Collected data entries
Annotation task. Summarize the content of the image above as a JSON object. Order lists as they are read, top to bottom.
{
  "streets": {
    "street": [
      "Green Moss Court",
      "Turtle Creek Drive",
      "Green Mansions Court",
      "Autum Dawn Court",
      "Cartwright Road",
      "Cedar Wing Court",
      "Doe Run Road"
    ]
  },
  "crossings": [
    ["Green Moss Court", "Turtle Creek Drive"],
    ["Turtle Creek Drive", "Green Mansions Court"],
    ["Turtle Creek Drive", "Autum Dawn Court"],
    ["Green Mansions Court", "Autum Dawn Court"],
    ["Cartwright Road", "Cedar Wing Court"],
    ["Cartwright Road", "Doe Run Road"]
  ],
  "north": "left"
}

Task goal → You are asked to copy all of the entries above exactly.

Reply →
Annotation task. Summarize the content of the image above as a JSON object. Order lists as they are read, top to bottom.
{
  "streets": {
    "street": [
      "Green Moss Court",
      "Turtle Creek Drive",
      "Green Mansions Court",
      "Autum Dawn Court",
      "Cartwright Road",
      "Cedar Wing Court",
      "Doe Run Road"
    ]
  },
  "crossings": [
    ["Green Moss Court", "Turtle Creek Drive"],
    ["Turtle Creek Drive", "Green Mansions Court"],
    ["Turtle Creek Drive", "Autum Dawn Court"],
    ["Green Mansions Court", "Autum Dawn Court"],
    ["Cartwright Road", "Cedar Wing Court"],
    ["Cartwright Road", "Doe Run Road"]
  ],
  "north": "left"
}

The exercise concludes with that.